From understanding how real cameras and microphones work, to keeping up with the state-of-the-art in editing techniques and AI generation, we know what to look and listen for to distinguish real from fake media. And yet, media never exists in a vacuum. Its chain of custody will tell you where it came from, why someone shared it, and what parts of the process humans were directly responsible for. That’s why the video and the context are considered simultaneously.
Video analysis
During video analysis, we search for evidence of real video, edits, AI-generation, or all of them at once.
Real videos originate from a physical space, captured through a lens and sensor, then are recorded onto a film or digital format. Film, though less common today, is special because it shares a direct, physical relationship to the light that exposed it. Digital cameras approximate that physical interaction by recording videos into bits through sensors, and they can do it incredibly well. Real sounds originate from a physical space, too, and they can be captured with microphones and onto a recording devices. These physical processes and the conversions have “fingerprints.” People have always tried to get rid of these fingerprints because they can be distracting, but that’s almost impossible to do.

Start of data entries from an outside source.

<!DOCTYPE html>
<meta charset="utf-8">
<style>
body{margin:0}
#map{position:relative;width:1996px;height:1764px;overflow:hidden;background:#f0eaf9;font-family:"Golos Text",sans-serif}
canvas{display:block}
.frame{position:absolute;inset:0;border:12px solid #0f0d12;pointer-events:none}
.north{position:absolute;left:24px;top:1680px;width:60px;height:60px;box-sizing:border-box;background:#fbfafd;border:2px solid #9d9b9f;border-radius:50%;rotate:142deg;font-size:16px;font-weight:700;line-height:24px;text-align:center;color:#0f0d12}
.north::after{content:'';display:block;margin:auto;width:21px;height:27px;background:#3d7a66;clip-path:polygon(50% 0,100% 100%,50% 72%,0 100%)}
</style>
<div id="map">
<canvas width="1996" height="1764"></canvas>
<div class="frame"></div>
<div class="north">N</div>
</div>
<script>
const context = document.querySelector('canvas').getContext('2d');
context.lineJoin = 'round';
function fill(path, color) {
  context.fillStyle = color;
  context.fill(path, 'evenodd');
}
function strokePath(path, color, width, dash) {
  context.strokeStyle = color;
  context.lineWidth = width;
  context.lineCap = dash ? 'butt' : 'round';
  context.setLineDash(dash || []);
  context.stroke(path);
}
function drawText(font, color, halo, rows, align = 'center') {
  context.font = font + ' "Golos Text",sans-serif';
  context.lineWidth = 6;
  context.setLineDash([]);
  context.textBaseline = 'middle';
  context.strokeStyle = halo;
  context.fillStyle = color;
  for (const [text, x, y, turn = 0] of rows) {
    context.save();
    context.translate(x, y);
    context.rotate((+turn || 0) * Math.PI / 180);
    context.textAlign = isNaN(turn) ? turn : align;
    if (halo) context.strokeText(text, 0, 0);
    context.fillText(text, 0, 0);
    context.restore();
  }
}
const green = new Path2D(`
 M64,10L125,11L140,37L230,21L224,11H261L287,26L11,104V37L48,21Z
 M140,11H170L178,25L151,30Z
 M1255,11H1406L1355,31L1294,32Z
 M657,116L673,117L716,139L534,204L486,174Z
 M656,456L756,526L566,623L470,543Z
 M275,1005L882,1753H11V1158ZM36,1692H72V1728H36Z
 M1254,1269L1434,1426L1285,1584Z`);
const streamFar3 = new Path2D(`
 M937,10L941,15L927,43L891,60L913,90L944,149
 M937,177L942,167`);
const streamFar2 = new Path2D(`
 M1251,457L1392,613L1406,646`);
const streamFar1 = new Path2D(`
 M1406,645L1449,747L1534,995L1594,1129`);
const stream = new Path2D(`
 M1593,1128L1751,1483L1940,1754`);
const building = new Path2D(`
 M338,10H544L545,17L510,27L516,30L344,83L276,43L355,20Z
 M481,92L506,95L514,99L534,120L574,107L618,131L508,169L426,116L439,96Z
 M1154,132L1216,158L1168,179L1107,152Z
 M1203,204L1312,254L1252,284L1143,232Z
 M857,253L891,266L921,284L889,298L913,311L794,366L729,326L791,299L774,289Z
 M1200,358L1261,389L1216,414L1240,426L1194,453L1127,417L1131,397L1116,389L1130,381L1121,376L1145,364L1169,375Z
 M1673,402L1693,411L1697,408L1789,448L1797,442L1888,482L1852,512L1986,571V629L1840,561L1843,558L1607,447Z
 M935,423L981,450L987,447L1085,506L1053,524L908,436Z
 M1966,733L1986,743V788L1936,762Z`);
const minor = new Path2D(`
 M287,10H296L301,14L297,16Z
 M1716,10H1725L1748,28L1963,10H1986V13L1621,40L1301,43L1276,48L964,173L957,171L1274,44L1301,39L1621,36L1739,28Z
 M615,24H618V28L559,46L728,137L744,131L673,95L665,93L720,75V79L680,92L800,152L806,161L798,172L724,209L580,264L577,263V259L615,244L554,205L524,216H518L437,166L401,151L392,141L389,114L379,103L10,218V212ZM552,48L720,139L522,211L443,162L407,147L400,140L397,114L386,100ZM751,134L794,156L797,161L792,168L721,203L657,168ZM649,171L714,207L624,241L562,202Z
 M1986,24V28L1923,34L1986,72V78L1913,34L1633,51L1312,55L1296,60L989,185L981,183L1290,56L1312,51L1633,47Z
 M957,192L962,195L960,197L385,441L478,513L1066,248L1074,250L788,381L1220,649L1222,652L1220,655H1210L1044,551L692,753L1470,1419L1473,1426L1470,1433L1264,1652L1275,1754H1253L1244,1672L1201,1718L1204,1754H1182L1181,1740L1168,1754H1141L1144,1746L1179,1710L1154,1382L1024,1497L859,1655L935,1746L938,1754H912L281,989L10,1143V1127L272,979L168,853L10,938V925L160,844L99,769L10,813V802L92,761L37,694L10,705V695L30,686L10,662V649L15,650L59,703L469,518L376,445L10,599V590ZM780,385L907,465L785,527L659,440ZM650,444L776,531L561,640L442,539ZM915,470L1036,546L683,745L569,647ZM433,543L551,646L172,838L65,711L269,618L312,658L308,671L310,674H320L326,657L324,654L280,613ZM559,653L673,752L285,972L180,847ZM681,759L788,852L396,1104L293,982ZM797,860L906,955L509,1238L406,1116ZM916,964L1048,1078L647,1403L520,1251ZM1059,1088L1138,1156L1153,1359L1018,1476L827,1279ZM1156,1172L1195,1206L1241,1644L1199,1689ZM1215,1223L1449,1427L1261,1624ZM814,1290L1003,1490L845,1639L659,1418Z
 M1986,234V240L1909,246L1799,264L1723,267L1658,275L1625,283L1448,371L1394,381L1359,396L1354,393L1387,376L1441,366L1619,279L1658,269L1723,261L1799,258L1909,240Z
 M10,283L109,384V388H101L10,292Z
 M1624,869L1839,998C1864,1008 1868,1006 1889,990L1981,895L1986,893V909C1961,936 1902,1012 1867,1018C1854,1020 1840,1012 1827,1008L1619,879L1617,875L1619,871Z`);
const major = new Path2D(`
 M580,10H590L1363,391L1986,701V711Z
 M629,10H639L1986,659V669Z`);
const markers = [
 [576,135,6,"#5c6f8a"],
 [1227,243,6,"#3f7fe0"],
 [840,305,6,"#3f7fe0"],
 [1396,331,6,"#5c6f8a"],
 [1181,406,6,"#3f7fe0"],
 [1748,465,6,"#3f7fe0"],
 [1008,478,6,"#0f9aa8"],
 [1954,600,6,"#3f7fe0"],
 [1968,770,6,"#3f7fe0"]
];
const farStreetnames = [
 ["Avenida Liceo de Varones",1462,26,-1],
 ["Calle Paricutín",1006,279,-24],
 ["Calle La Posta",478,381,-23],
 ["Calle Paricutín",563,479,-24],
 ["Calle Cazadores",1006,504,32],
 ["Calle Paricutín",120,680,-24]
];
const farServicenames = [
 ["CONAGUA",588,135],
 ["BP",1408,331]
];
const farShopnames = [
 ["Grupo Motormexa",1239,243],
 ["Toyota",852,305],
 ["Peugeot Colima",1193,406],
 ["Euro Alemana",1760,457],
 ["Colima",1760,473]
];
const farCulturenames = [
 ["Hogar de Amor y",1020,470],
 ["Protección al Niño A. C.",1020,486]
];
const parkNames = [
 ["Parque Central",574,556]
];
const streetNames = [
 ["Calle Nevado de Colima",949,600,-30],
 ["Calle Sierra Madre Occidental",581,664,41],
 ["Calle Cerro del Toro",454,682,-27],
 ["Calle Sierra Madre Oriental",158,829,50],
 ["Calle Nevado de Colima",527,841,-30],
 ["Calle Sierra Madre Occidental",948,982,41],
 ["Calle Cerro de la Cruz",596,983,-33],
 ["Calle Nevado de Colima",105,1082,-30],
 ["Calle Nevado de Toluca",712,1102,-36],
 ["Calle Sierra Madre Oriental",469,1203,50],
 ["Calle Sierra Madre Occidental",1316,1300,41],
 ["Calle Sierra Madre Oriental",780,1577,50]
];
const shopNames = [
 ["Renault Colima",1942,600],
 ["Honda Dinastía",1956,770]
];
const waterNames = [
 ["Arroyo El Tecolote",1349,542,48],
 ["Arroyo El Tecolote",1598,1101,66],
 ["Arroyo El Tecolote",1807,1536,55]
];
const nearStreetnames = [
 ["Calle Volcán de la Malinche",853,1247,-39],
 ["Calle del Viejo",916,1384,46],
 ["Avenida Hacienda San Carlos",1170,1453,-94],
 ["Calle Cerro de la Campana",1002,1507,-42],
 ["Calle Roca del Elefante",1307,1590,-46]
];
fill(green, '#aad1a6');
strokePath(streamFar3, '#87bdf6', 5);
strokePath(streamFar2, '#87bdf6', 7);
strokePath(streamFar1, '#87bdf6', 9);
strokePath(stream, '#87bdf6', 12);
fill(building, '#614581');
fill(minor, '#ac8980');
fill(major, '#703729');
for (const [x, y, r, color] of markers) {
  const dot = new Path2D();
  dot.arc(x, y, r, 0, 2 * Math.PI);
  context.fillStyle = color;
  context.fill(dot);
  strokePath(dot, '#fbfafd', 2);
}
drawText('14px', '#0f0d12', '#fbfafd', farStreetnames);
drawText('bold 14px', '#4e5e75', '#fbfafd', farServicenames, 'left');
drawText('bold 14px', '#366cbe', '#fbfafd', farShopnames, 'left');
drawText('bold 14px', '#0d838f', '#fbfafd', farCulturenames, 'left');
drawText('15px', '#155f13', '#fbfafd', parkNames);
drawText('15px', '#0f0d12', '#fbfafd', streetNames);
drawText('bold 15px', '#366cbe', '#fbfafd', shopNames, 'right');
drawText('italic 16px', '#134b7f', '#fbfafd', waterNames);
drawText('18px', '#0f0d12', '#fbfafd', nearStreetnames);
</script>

In real videos, some examples of “fingerprints” are lens flares, sensor noise, focus pulling, and sensor stabilization. Less obvious are the parallax and light interactions that exist in the physical space, and how they relate to a camera’s physical vantage point. This was taken for granted for a long time, but AI generated videos don’t fundamentally have these characteristics - they just “learn” what they look like.
Modern AI video models use algorithms to create pixels. These pixels aren’t formed by a complex relationship between physical capture, encoding, and editing, but by a full-stack synthesis of the video itself. This is typically done with a process called diffusion. When AI-generated videos create strange perspectives, breaks in physics, or just obviously mess up what real life looks like, these aren’t just “mistakes”. They’re “fingerprints” of the algorithmic process.
Editing analysis
Videos have been edited for as long as they have existed. Editing isn’t usually deceptive; it’s essential in most video formats. Whether it’s a simple cut between scenes, a lightweight text caption added on top, a filter applied to smooth out the skin, or complex graphics compositing, we separate out original media from the editing techniques.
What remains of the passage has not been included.